All lines from the top of the records below through the line holding "g.lineJoin = 'round';", and only those, should be printed exactly, minus the pictures.

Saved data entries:
-*-

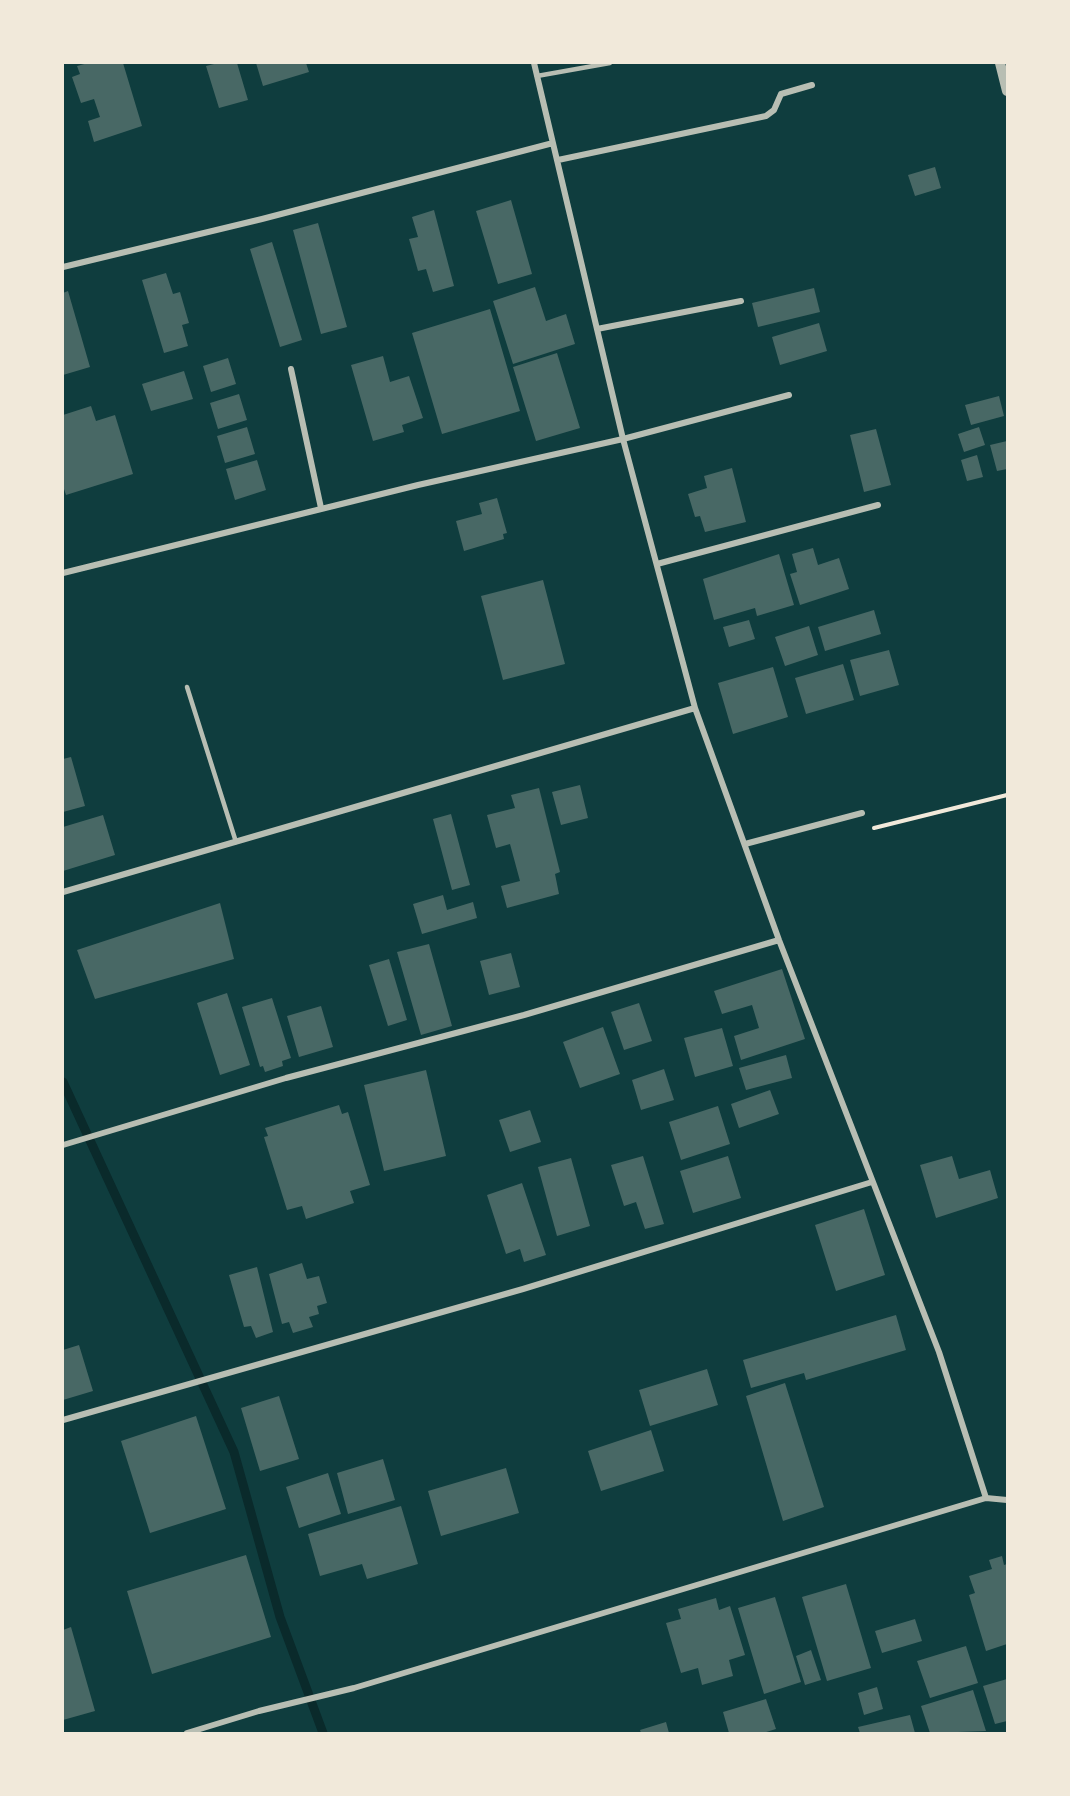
<!DOCTYPE html>
<style>
body{margin:0}
#map{position:relative;width:1070px;height:1796px;overflow:hidden;background:#0f3d3e;font-family:"Asap Condensed",sans-serif}
canvas{display:block}
.frame{position:absolute;inset:0;border:64px solid #f1e9da;pointer-events:none}
</style>
<div id="map">
<canvas width="1070" height="1796"></canvas>
<div class="frame"></div>
</div>
<script>
const g = document.querySelector('canvas').getContext('2d');
g.lineJoin = 'round';
function stroke(path, color, width, dash) { g.strokeStyle = color; g.lineWidth = width; g.lineCap = dash ? 'butt' : 'round'; g.setLineDash(dash || []); g.stroke(path); }
function fill(path, color) { g.fillStyle = color; g.fill(path, 'evenodd'); }
stroke(new Path2D(`
 M63,1082L234,1452L280,1617L323,1733`), '#0a2a2b', 9);
fill(new Path2D(`
 M88,63H123L142,126L94,142L88,121L100,117L94,99L81,103L72,77L80,74L77,66Z
 M218,63H237L248,100L219,108L206,66Z
 M256,63H306L309,72L263,86Z
 M935,167L941,188L915,196L908,175Z
 M511,200L532,274L498,284L476,211Z
 M434,210L454,286L433,292L426,269L418,271L409,239L418,237L412,217Z
 M318,223L347,327L321,334L293,230Z
 M272,242L302,340L280,347L250,249Z
 M166,273L173,294L180,292L189,323L182,325L188,346L164,353L142,280Z
 M535,287L546,321L566,314L575,344L513,364L493,301Z
 M814,288L820,312L758,327L752,303Z
 M68,291L90,367L63,375V293Z
 M490,309L520,411L442,434L412,333Z
 M819,323L827,351L780,365L772,337Z
 M557,353L580,428L536,441L513,367Z
 M383,356L390,382L409,376L423,418L402,425L404,432L373,441L351,365Z
 M228,358L236,384L211,392L203,366Z
 M184,371L193,399L151,411L142,384Z
 M239,394L247,420L218,429L210,403Z
 M999,396L1004,416L971,425L965,405Z
 M91,406L96,421L115,415L133,474L66,495L63,486V415Z
 M247,427L255,454L225,463L217,436Z
 M979,427L985,445L964,452L958,434Z
 M876,429L891,485L864,492L850,435Z
 M1007,441V469L997,471L990,445Z
 M977,455L983,477L967,481L961,460Z
 M257,460L266,490L235,500L226,469Z
 M732,468L746,522L705,532L700,516L695,517L688,494L707,488L704,476Z
 M497,498L507,533L503,534L504,539L464,551L456,521L482,514L479,503Z
 M813,548L818,565L839,558L849,589L800,605L790,574L797,572L792,554Z
 M779,554L794,605L757,616L755,608L714,620L703,579Z
 M543,580L565,664L503,680L481,596Z
 M874,610L881,634L825,651L818,627Z
 M749,620L755,639L729,647L723,627Z
 M809,626L818,655L785,666L775,637Z
 M889,650L899,685L860,696L850,660Z
 M843,664L854,700L806,714L795,678Z
 M773,667L788,717L733,734L718,683Z
 M71,757L85,806L63,812V759Z
 M580,785L588,818L561,825L552,792Z
 M539,788L560,872L555,874L559,894L507,908L501,886L520,881L510,844L496,848L487,815L515,808L511,795Z
 M451,814L470,885L452,890L433,819Z
 M103,815L115,855L63,871V827Z
 M443,895L447,910L473,902L477,918L422,934L413,904Z
 M220,903L234,959L95,999L77,950Z
 M429,944L452,1026L421,1035L397,952Z
 M511,953L520,987L489,995L480,961Z
 M389,959L407,1020L388,1026L369,965Z
 M782,969L805,1039L741,1060L734,1036L759,1028L752,1005L722,1014L714,991Z
 M227,993L250,1065L220,1075L197,1003Z
 M272,998L291,1058L282,1061L283,1066L265,1072L263,1066L260,1067L242,1007Z
 M639,1003L652,1041L624,1050L611,1012Z
 M321,1006L333,1047L299,1057L287,1016Z
 M603,1027L620,1074L580,1088L563,1042Z
 M722,1028L733,1066L695,1077L684,1038Z
 M786,1055L792,1078L746,1090L739,1068Z
 M664,1069L674,1100L641,1110L632,1080Z
 M426,1070L446,1156L384,1171L364,1085Z
 M770,1090L779,1114L739,1128L731,1104Z
 M339,1105L342,1114L348,1112L370,1185L350,1191L354,1203L306,1219L302,1206L287,1210L264,1137L268,1136L265,1128Z
 M718,1106L730,1144L681,1160L669,1122Z
 M530,1110L541,1142L510,1152L499,1120Z
 M643,1156L664,1224L645,1229L636,1202L624,1206L611,1165Z
 M728,1156L741,1198L693,1213L680,1171Z
 M952,1156L959,1179L990,1170L998,1198L936,1218L920,1165Z
 M571,1158L590,1226L557,1236L538,1167Z
 M522,1183L546,1255L524,1262L520,1249L506,1254L487,1195Z
 M864,1209L885,1275L836,1291L815,1225Z
 M302,1263L307,1279L319,1276L327,1303L317,1306L319,1314L309,1317L313,1327L293,1333L289,1322L282,1324L269,1274Z
 M257,1267L273,1332L256,1338L251,1326L244,1327L229,1275Z
 M896,1315L906,1350L806,1380L804,1373L751,1388L743,1360Z
 M79,1345L93,1391L63,1400V1350Z
 M707,1369L718,1405L650,1426L639,1390Z
 M785,1383L824,1507L783,1521L746,1396Z
 M279,1396L299,1459L260,1471L241,1408Z
 M196,1416L226,1509L150,1533L121,1441Z
 M651,1430L664,1471L601,1491L588,1451Z
 M383,1459L395,1500L348,1514L337,1473Z
 M506,1468L519,1513L441,1536L428,1491Z
 M328,1473L341,1514L299,1528L286,1487Z
 M401,1506L418,1564L367,1579L362,1564L320,1576L308,1534Z
 M246,1555L271,1637L152,1674L127,1591Z
 M1002,1556L1004,1565L1007,1564V1644L986,1651L969,1595L975,1593L969,1576L992,1569L989,1560Z
 M846,1584L871,1668L827,1681L802,1597Z
 M775,1597L801,1682L764,1694L738,1608Z
 M716,1598L719,1610L730,1606L745,1655L729,1660L733,1676L702,1685L698,1668L681,1673L666,1623L681,1619L678,1609Z
 M915,1619L922,1641L882,1653L875,1631Z
 M71,1627L95,1711L63,1720V1630Z
 M966,1646L978,1683L930,1698L917,1661Z
 M811,1650L821,1680L805,1685L796,1656Z
 M1007,1679V1721L995,1724L983,1686Z
 M877,1687L883,1709L864,1715L858,1693Z
 M973,1690L986,1731L930,1733L921,1706Z
 M766,1699L776,1729L763,1733H729L723,1712Z
 M910,1715L915,1733H860L858,1727Z
 M666,1722L669,1733H641L640,1730Z`), '#486865');
stroke(new Path2D(`
 M874,828L1007,795`), '#f1e9da', 4);
stroke(new Path2D(`
 M537,76L610,63
 M187,687L236,842`), '#b8beb3', 4.5);
stroke(new Path2D(`
 M534,63L623,439L695,708L779,940L939,1352L986,1498
 M558,160L766,116L774,110L781,94L812,85
 M63,267L262,219L553,143
 M597,329L741,301
 M291,369L321,508
 M657,564L878,505
 M63,573L418,485L623,439L789,395
 M745,844L862,813
 M63,892L695,708
 M63,1145L286,1078L524,1015L779,940
 M63,1420L523,1289L872,1182
 M187,1733L259,1711L354,1688L986,1498L1007,1500`), '#b8beb3', 6);
stroke(new Path2D(`
 M1000,63L1007,91`), '#b8beb3', 10);
</script>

-*-

▸ Expected output:
<!DOCTYPE html>
<style>
body{margin:0}
#map{position:relative;width:1070px;height:1796px;overflow:hidden;background:#0f3d3e;font-family:"Asap Condensed",sans-serif}
canvas{display:block}
.frame{position:absolute;inset:0;border:64px solid #f1e9da;pointer-events:none}
</style>
<div id="map">
<canvas width="1070" height="1796"></canvas>
<div class="frame"></div>
</div>
<script>
const g = document.querySelector('canvas').getContext('2d');
g.lineJoin = 'round';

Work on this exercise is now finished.